• _Problem_:
Report back every line in the data that includes the string "weight".

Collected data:
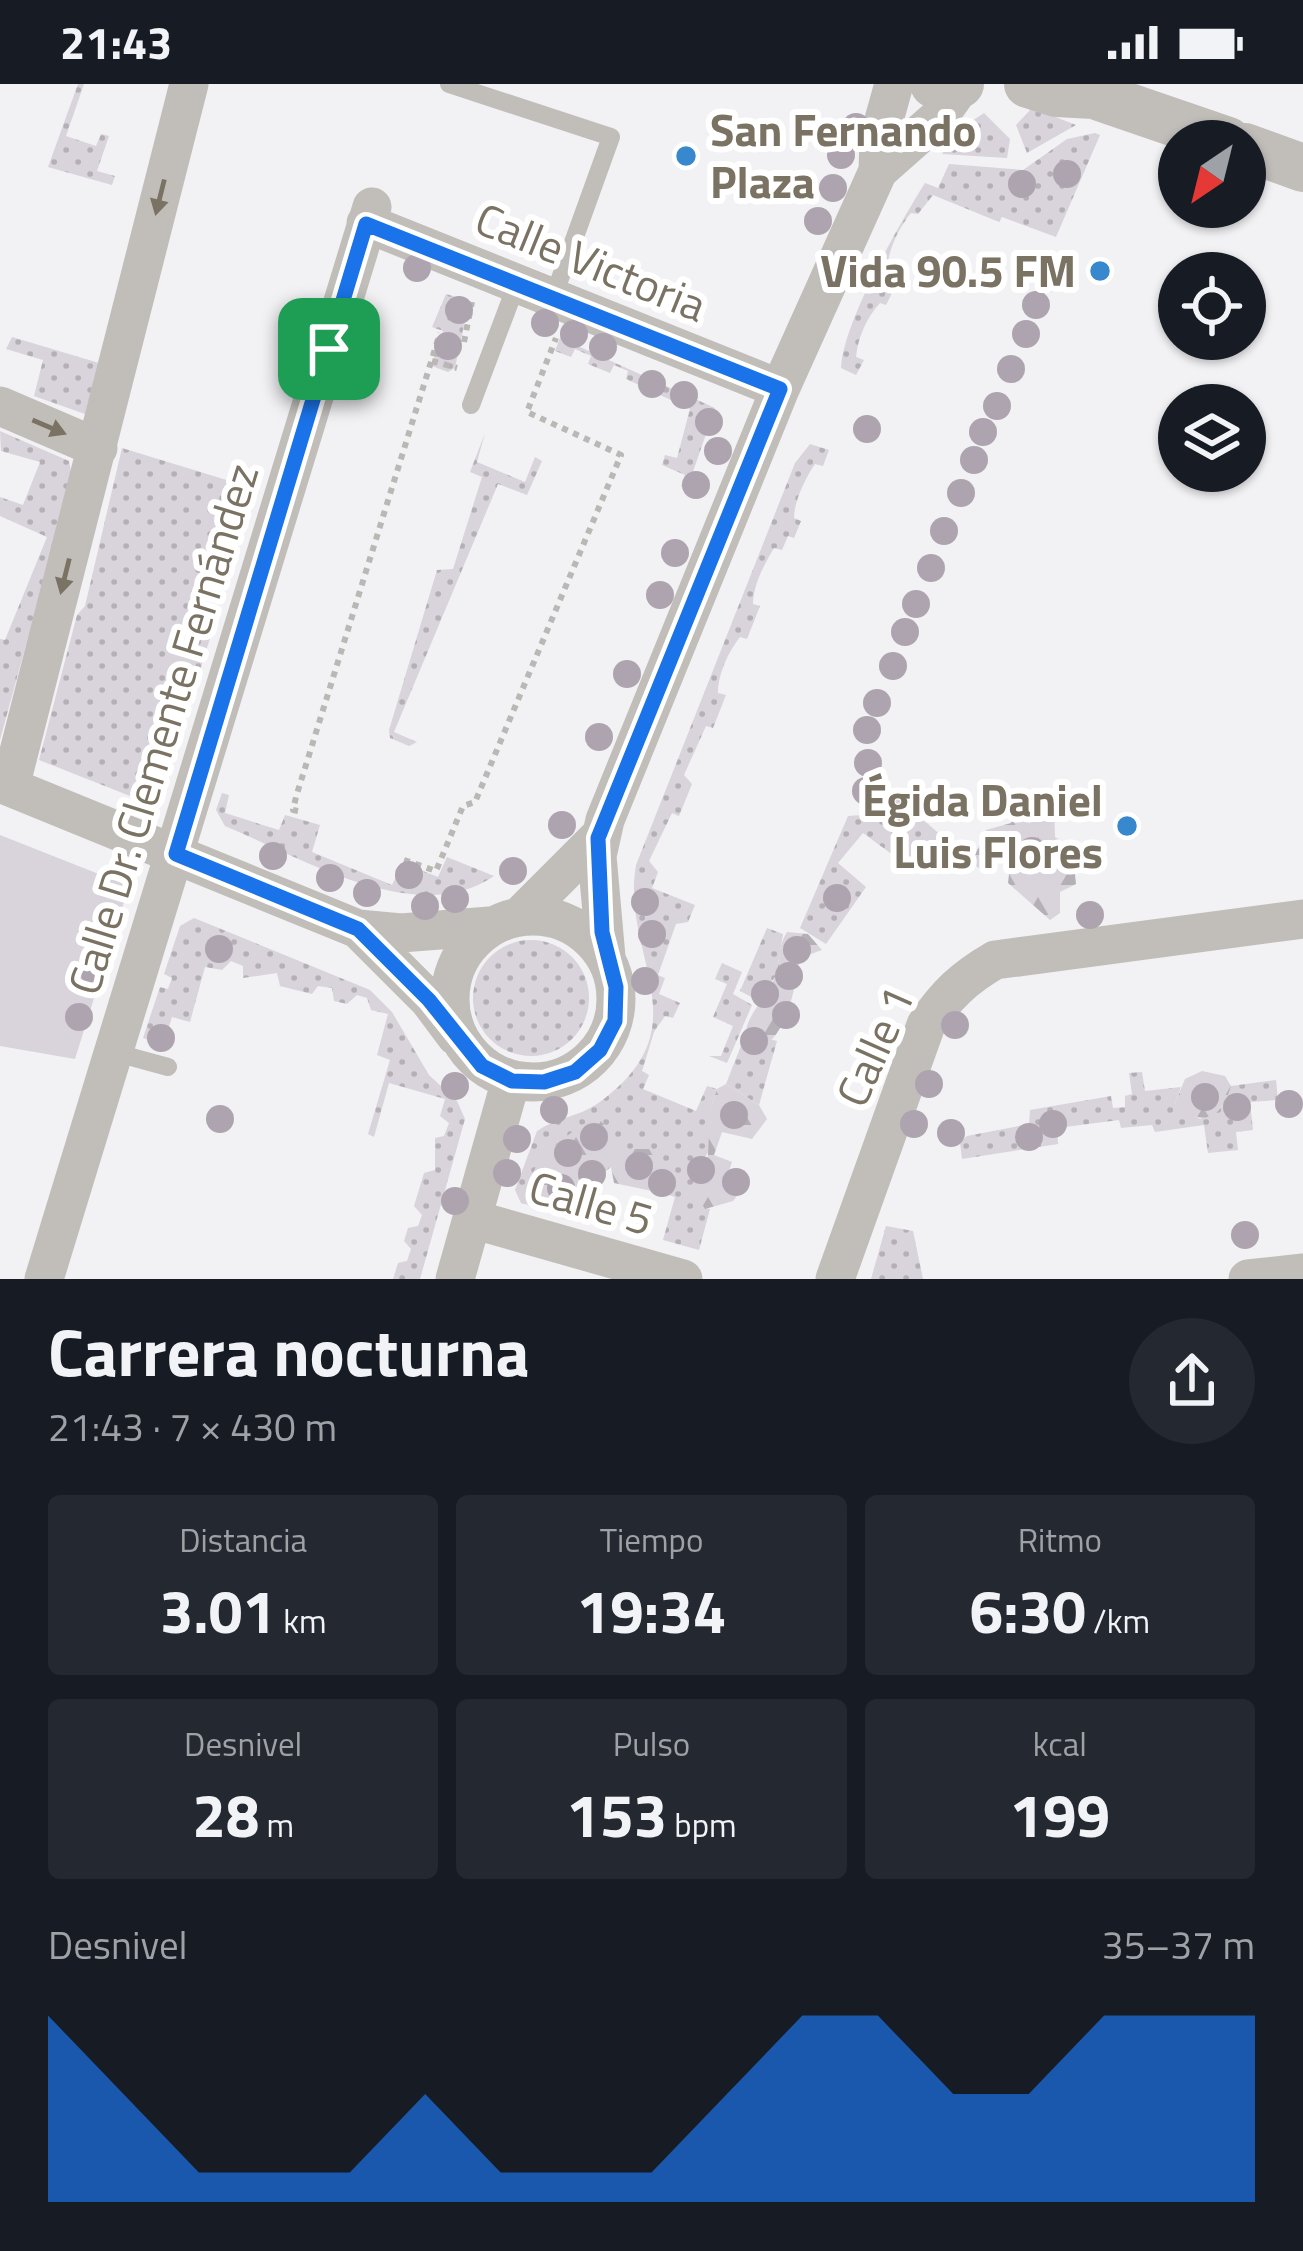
<!DOCTYPE html>
<html lang="es">
<meta charset="utf-8">
<style>
:root{--surface:#171b24;--page:#242831;--text:#f1f3f6;--muted:#9ea1a6;--accent:#1a73e8}
body{margin:0;font-family:"Titillium Web",sans-serif;background:var(--page);color:var(--text);height:100vh;display:flex;flex-direction:column;font-size:45px;white-space:nowrap}
*{box-sizing:border-box;margin:0}
p{font-size:39px;color:var(--muted)}
.icon{flex:none;width:66px;height:66px;fill:none;stroke:currentColor;stroke-width:2;stroke-linecap:round;stroke-linejoin:round}
.map{position:relative;height:1195px;overflow:hidden}
.drawer{display:flex;flex-direction:column;background:var(--surface);flex:1}
.drawer>*{flex:none}
.needle{width:78px;rotate:215deg}
.tools{position:absolute;left:1158px;top:36px;display:grid;gap:24px}
.tools a{display:grid;place-items:center;width:108px;height:108px;border-radius:50%;background:var(--surface);box-shadow:0 3px 9px #0004;font-size:60px}
.pin{position:absolute;display:grid;place-items:center;width:102px;height:102px;color:#fff;margin:-51px;border-radius:24px;box-shadow:0 6px 18px #0006}
.round{display:grid;place-items:center;flex:none;width:126px;height:126px;border-radius:63px;background:var(--page)}
.summary{display:flex;align-items:center;justify-content:space-between;height:204px;padding:0 48px}
h1{font-size:66px;font-weight:700;line-height:90px}
.figures{display:grid;grid-template-columns:repeat(3,1fr);gap:18px;height:204px;padding:12px 48px}
.figures div{display:grid;align-content:center;border-radius:12px;background:var(--page);text-align:center}
.figures b{font-size:60px;font-weight:700}
.figures small{font-size:33px;font-weight:400}
.figures p{font-size:33px}
.chart{height:336px;padding:24px 48px}
.chart p{display:flex;justify-content:space-between}
.chart svg{width:100%;height:216px;margin-top:12px;fill:var(--accent);opacity:.7}
.status{display:flex;justify-content:space-between;align-items:center;height:84px;padding:0 60px;background:var(--surface);direction:ltr}
.status svg{height:33px;fill:currentColor}
.map>svg:first-child{display:block}
</style>
<div class="status"><b>21:43</b><svg viewBox="0 0 49 12"><path d="M0 12V9h3v3zM5 12V6h3v6zM10 12V3h3v9zM15 12V0h3v12zM26 1h20v11H26zM47 4h2v5h-2z"/></svg></div>
<div class="map">
<svg width="1303" height="1195" viewBox="0 0 1303 1195">
<defs>
<pattern id="grass-dots" width="8" height="8" patternUnits="userSpaceOnUse" patternTransform="scale(3)"><rect width="8" height="8" fill="#d9d3db"/><path d="M2 2h.1M6 6h.1" fill="none" stroke="#b5b0b5" stroke-width="1.8" stroke-linecap="round"/></pattern>
<pattern id="forest-firs" width="22" height="20" patternUnits="userSpaceOnUse" patternTransform="scale(3)"><rect width="22" height="20" fill="#d9d3db"/><path d="M5 1l3.5 6h-7zM16 11l3.5 6h-7z" fill="#b5b0b5"/></pattern>
</defs>
<rect width="100%" height="100%" fill="#f2f1f4"/>
<path fill="url(#grass-dots)" d="M78 0H84L66 52 96 62 101 50 109 52 97 87 115 92 112 101 48 83Z
M1032 24 1076 41 1027 69 1016 41Z
M984 29 1010 55 1007 74 942 70 960 45Z
M1095 49 1100 51 1056 153 1002 133 999 138 933 111 918 130 911 129C900 142 889 164 887 183L894 186 887 201 894 205 886 221 880 219C867 233 858 253 856 273L864 276 856 291 841 284C843 239 899 140 925 99L938 104 949 80 1023 86 1067 55Z
M446 210 469 217 455 284 448 288 432 282 443 247 432 243Z
M12 253 99 279 85 330 34 312 43 276 6 265Z
M560 254 715 324 687 405 681 402 685 391 662 381 665 371 677 374 690 325 626 295 628 287 614 281 610 289 588 280 591 272 575 265 571 273 555 267Z
M0 347 69 377 72 392 0 656V555L5 556 47 453 0 432V413L23 421 40 378 1 367Z
M485 349 477 378 525 398 535 373 542 377 527 411 498 400 394 648 417 658 409 662 390 654 389 646 437 486 453 485 482 393 470 388Z
M810 360 829 366 823 382 815 380C806 393 794 417 794 434L801 437 794 454 788 452 782 466 774 464C765 479 753 501 753 520L760 522 747 555 740 553C729 567 718 589 718 609L726 611 713 644 706 642 684 691 692 700 679 732 672 729 649 777 658 788 652 804 695 821 688 838 676 840 658 891 665 894 659 910 680 919 673 934 665 932 654 948 642 987 649 991 643 1005 696 1027 707 1002 717 1005 710 1027 712 1063 693 1090 705 1099V1124L710 1125 699 1166 663 1156 675 1113 666 1110 673 1092 660 1089 656 1066 624 1065 581 1041C562 1063 517 1082 534 1117L591 1137 521 1119 515 1106 537 1047C555 1034 578 1033 597 1020 706 943 620 873 636 781L795 379Z
M122 364 256 405 158 723 39 676 77 531 85 522Z
M882 701 942 752 912 785 863 749 838 779 866 803 826 860 800 844 848 732 863 731 868 722 864 714Z
M222 709 229 711 225 729 279 746 285 731 320 741 312 768 392 801 403 779 438 793 447 773 494 792C417 845 302 774 225 742L216 726Z
M194 834 370 906 392 928 429 991 457 1017 465 1035 420 1195H393L398 1179 407 1177 411 1165 404 1157 408 1144 418 1142 422 1131 414 1122 424 1089 435 1086V1054L444 1052 449 1039 440 1032 445 1015 389 999 374 1053 368 1050 390 976 377 971 388 930 371 926 367 914 357 911 347 920 334 917 332 904 318 902 312 910 280 902 277 889 243 894V882L231 877 222 886 205 883 190 938 172 933 163 962 143 954 160 903 168 905 172 894 164 890 180 842Z
M767 844 783 850 776 892 757 916 740 907Z
M473 914a58 58 0 1 1 116 0a58 58 0 1 1-116 0Z
M722 879 742 888 733 910 752 921 727 979 709 972H721L733 942 713 933 727 900 715 895Z
M744 954V960L761 963 769 955 777 957 759 1021 726 1000Z
M1142 988 1145 1007 1181 1003 1175 1019 1200 1035 1222 1023 1231 1002 1276 996 1278 1016 1250 1018 1253 1046 1236 1048 1238 1066 1208 1069 1204 1041 1155 1048 1152 1041 1121 1044 1119 1036 1057 1044 1058 1060 962 1075 960 1058 967 1052 1029 1040 1030 1026 1111 1012 1113 1024 1125 1023V1012L1132 1010 1129 989Z
M886 1142 913 1147 923 1195H871Z"/>
<path fill="url(#forest-firs)" d="M1034 709 1054 718 1055 753 1072 763 1076 800 1060 808V829L1050 836 1008 799 1010 782 995 775 983 788 972 778 986 746 1011 739 1020 717Z
M787 848 808 850 822 866 800 874C796 896 787 969 747 965 738 935 766 918 775 893 781 877 777 864 787 848Z
M1202 987 1225 992 1231 1002C1221 1036 1202 1044 1175 1019L1185 995Z
M726 1000 759 1021 767 1035 752 1055 722 1048 714 1071 732 1078 728 1090 749 1097 733 1117 705 1125 696 1110 705 1099 692 1090 708 1072 710 1027 717 1005Z
M599 1035 625 1065H656L661 1088 673 1092 666 1110 614 1099 611 1083 582 1106 591 1137 534 1117 529 1108 538 1075 581 1041Z"/>
<path fill="#d9d3db" d="M0 751 129 802 75 975 0 962Z"/>
<g fill="none" stroke-linecap="round" stroke-linejoin="round">
<path stroke="#bab8b4" stroke-width="6" stroke-dasharray="6 6" stroke-linecap="butt" d="M464 258 472 218
M432 277 457 284
M298 727 293 726 296 713 440 249
M404 776 436 787 463 722 475 718 621 371 527 328 556 254"/>
<path stroke="#c1beba" stroke-width="18" d="M449 0 611 53 553 214
M471 321 517 199
M113 968 168 983"/>
<path stroke="#c1beba" stroke-width="39" d="M878 87 879 54 894 0
M366 139 780 305
M0 322 98 364
M0 699 358 845 401 849 490 842
M10 703 189 0
M521 831 598 754
M450 915a83 83 0 1 1 166 0a83 83 0 1 1-166 0Z
M358 845 429 916 456 952
M606 873 597 772 605 736 780 305 878 87 938 34 962 0
M472 1135 683 1195
M44 1195 372 123
M455 1195 511 996
M835 1195 926 941C946 911 964 894 995 876L1303 835
M1248 1195 1303 1189"/>
<path stroke="#c1beba" stroke-width="48" d="M934 0H960
M1028 0 1056 9 1094 11 1228 57
M1245 63 1303 84"/>
</g>
<g fill="#aea4af">
<circle cx="856" cy="43" r="14"/>
<circle cx="841" cy="71" r="14"/>
<circle cx="1067" cy="90" r="14"/>
<circle cx="1022" cy="100" r="14"/>
<circle cx="833" cy="104" r="14"/>
<circle cx="818" cy="137" r="14"/>
<circle cx="417" cy="184" r="14"/>
<circle cx="1049" cy="194" r="14"/>
<circle cx="1036" cy="221" r="14"/>
<circle cx="459" cy="226" r="14"/>
<circle cx="545" cy="239" r="14"/>
<circle cx="574" cy="250" r="14"/>
<circle cx="1026" cy="250" r="14"/>
<circle cx="448" cy="262" r="14"/>
<circle cx="603" cy="263" r="14"/>
<circle cx="1011" cy="285" r="14"/>
<circle cx="652" cy="300" r="14"/>
<circle cx="684" cy="311" r="14"/>
<circle cx="997" cy="322" r="14"/>
<circle cx="709" cy="338" r="14"/>
<circle cx="867" cy="345" r="14"/>
<circle cx="983" cy="348" r="14"/>
<circle cx="718" cy="367" r="14"/>
<circle cx="974" cy="376" r="14"/>
<circle cx="696" cy="401" r="14"/>
<circle cx="961" cy="409" r="14"/>
<circle cx="944" cy="447" r="14"/>
<circle cx="675" cy="469" r="14"/>
<circle cx="931" cy="484" r="14"/>
<circle cx="660" cy="511" r="14"/>
<circle cx="916" cy="520" r="14"/>
<circle cx="905" cy="548" r="14"/>
<circle cx="893" cy="582" r="14"/>
<circle cx="627" cy="590" r="14"/>
<circle cx="877" cy="619" r="14"/>
<circle cx="867" cy="646" r="14"/>
<circle cx="599" cy="653" r="14"/>
<circle cx="868" cy="679" r="14"/>
<circle cx="866" cy="707" r="14"/>
<circle cx="562" cy="741" r="14"/>
<circle cx="1032" cy="767" r="14"/>
<circle cx="273" cy="772" r="14"/>
<circle cx="513" cy="787" r="14"/>
<circle cx="409" cy="791" r="14"/>
<circle cx="330" cy="794" r="14"/>
<circle cx="367" cy="809" r="14"/>
<circle cx="837" cy="814" r="14"/>
<circle cx="455" cy="815" r="14"/>
<circle cx="645" cy="818" r="14"/>
<circle cx="425" cy="822" r="14"/>
<circle cx="1090" cy="831" r="14"/>
<circle cx="652" cy="850" r="14"/>
<circle cx="219" cy="865" r="14"/>
<circle cx="797" cy="866" r="14"/>
<circle cx="95" cy="890" r="14"/>
<circle cx="789" cy="892" r="14"/>
<circle cx="645" cy="897" r="14"/>
<circle cx="765" cy="910" r="14"/>
<circle cx="786" cy="931" r="14"/>
<circle cx="79" cy="933" r="14"/>
<circle cx="955" cy="941" r="14"/>
<circle cx="161" cy="954" r="14"/>
<circle cx="754" cy="957" r="14"/>
<circle cx="929" cy="1000" r="14"/>
<circle cx="455" cy="1002" r="14"/>
<circle cx="1205" cy="1013" r="14"/>
<circle cx="1289" cy="1020" r="14"/>
<circle cx="1237" cy="1023" r="14"/>
<circle cx="554" cy="1026" r="14"/>
<circle cx="734" cy="1031" r="14"/>
<circle cx="220" cy="1035" r="14"/>
<circle cx="914" cy="1040" r="14"/>
<circle cx="1053" cy="1040" r="14"/>
<circle cx="951" cy="1049" r="14"/>
<circle cx="594" cy="1053" r="14"/>
<circle cx="1029" cy="1053" r="14"/>
<circle cx="517" cy="1055" r="14"/>
<circle cx="568" cy="1069" r="14"/>
<circle cx="639" cy="1082" r="14"/>
<circle cx="701" cy="1086" r="14"/>
<circle cx="507" cy="1089" r="14"/>
<circle cx="592" cy="1090" r="14"/>
<circle cx="736" cy="1098" r="14"/>
<circle cx="662" cy="1099" r="14"/>
<circle cx="561" cy="1104" r="14"/>
<circle cx="455" cy="1117" r="14"/>
<circle cx="1245" cy="1151" r="14"/>
</g>
<defs><path id="oneway-solid" d="M-6-.8H1V-3.2L6.5 0L1 3.2V.8H-6Z" transform="scale(3)"/></defs>
<g fill="#7a7263">
<use href="#oneway-solid" transform="translate(160 113) rotate(104)"/>
<use href="#oneway-solid" transform="translate(49 343) rotate(23)"/>
<use href="#oneway-solid" transform="translate(65 492) rotate(104)"/>
</g>
<g fill="none" stroke-linecap="round" stroke-linejoin="round">
<g stroke="#fff" stroke-width="24">
<path id="route" d="M366 140 780 305 598 754 602 848 616 903 615 937 600 966 575 988 544 998 512 997 482 982 429 916 358 845 176 770Z"/>
</g>
<use href="#route" stroke="#1a73e8" stroke-width="15"/>
</g>
<g fill="#3888cd" stroke="#fff" stroke-width="4.5">
<circle cx="686" cy="72" r="12"/>
<circle cx="1100" cy="187" r="12"/>
<circle cx="1127" cy="742" r="12"/>
</g>
<g text-anchor="middle" stroke-width="12" stroke-linejoin="round" paint-order="stroke">
<g font-size="45" font-weight="bold" fill="#7a7263" stroke="#fff" text-anchor="end">
<text x="710" y="62" text-anchor="start">San Fernando<tspan x="710" dy="52">Plaza</tspan></text>
<text x="1076" y="203">Vida 90.5 FM</text>
<text x="1103" y="732">Égida Daniel<tspan x="1103" dy="52">Luis Flores</tspan></text>
</g>
<g font-size="45" fill="#7a7263" stroke="#fff">
<text transform="translate(591 178) rotate(22)" y="16">Calle Victoria</text>
<text transform="translate(163 645) rotate(-73)" y="16">Calle Dr. Clemente Fernández</text>
<text transform="translate(875 962) rotate(-66)" y="16">Calle 1</text>
<text transform="translate(591 1119) rotate(16)" y="16">Calle 5</text>
</g>
</g>
</svg>
<div class="tools">
<a><svg class="needle" viewBox="-14 -14 28 28"><path d="M0-13l5 13h-10z" fill="#e53935"/><path d="M0 13l5-13h-10z" fill="#9ea1a6"/></svg></a>
<a><svg class="icon" aria-label="locate" viewBox="0 0 24 24"><circle cx="12" cy="12" r="6"/><path d="M12 2v4M12 18v4M2 12h4M18 12h4"/></svg></a>
<a><svg class="icon" aria-label="layers" viewBox="0 0 24 24"><path d="M12 4l9 5-9 5-9-5zM3 14l9 5 9-5"/></svg></a>
</div>
<div class="pin" style="left:329px;top:265px;background:#1e9e55"><svg class="icon" aria-label="arrive" viewBox="0 0 24 24"><path d="M6 21V4h12l-3 4 3 4H6"/></svg></div>
</div>
<section class="drawer">
<div class="summary"><div><h1>Carrera nocturna</h1><p>21:43 · 7 × 430 m</p></div><a class="round"><svg class="icon" aria-label="share" viewBox="0 0 24 24"><path d="M12 15V3M7 8l5-5 5 5M5 13v7h14v-7"/></svg></a></div>
<div class="figures">
<div><p>Distancia</p><b>3.01<small> km</small></b></div>
<div><p>Tiempo</p><b>19:34</b></div>
<div><p>Ritmo</p><b>6:30<small> /km</small></b></div>
</div>
<div class="figures">
<div><p>Desnivel</p><b>28<small> m</small></b></div>
<div><p>Pulso</p><b>153<small> bpm</small></b></div>
<div><p>kcal</p><b>199</b></div>
</div>
<div class="chart"><p><span>Desnivel</span>35–37 m</p>
<svg viewBox="0 0 160 44" preserveAspectRatio="none"><path d="M0 44V6L10 22L20 38L30 38L40 38L50 22L60 38L70 38L80 38L90 22L100 6L110 6L120 22L130 22L140 6L150 6L160 6V44z"/></svg>
</div>
</section>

• _Answer to the problem_:
h1{font-size:66px;font-weight:700;line-height:90px}
.figures b{font-size:60px;font-weight:700}
.figures small{font-size:33px;font-weight:400}
<g font-size="45" font-weight="bold" fill="#7a7263" stroke="#fff" text-anchor="end">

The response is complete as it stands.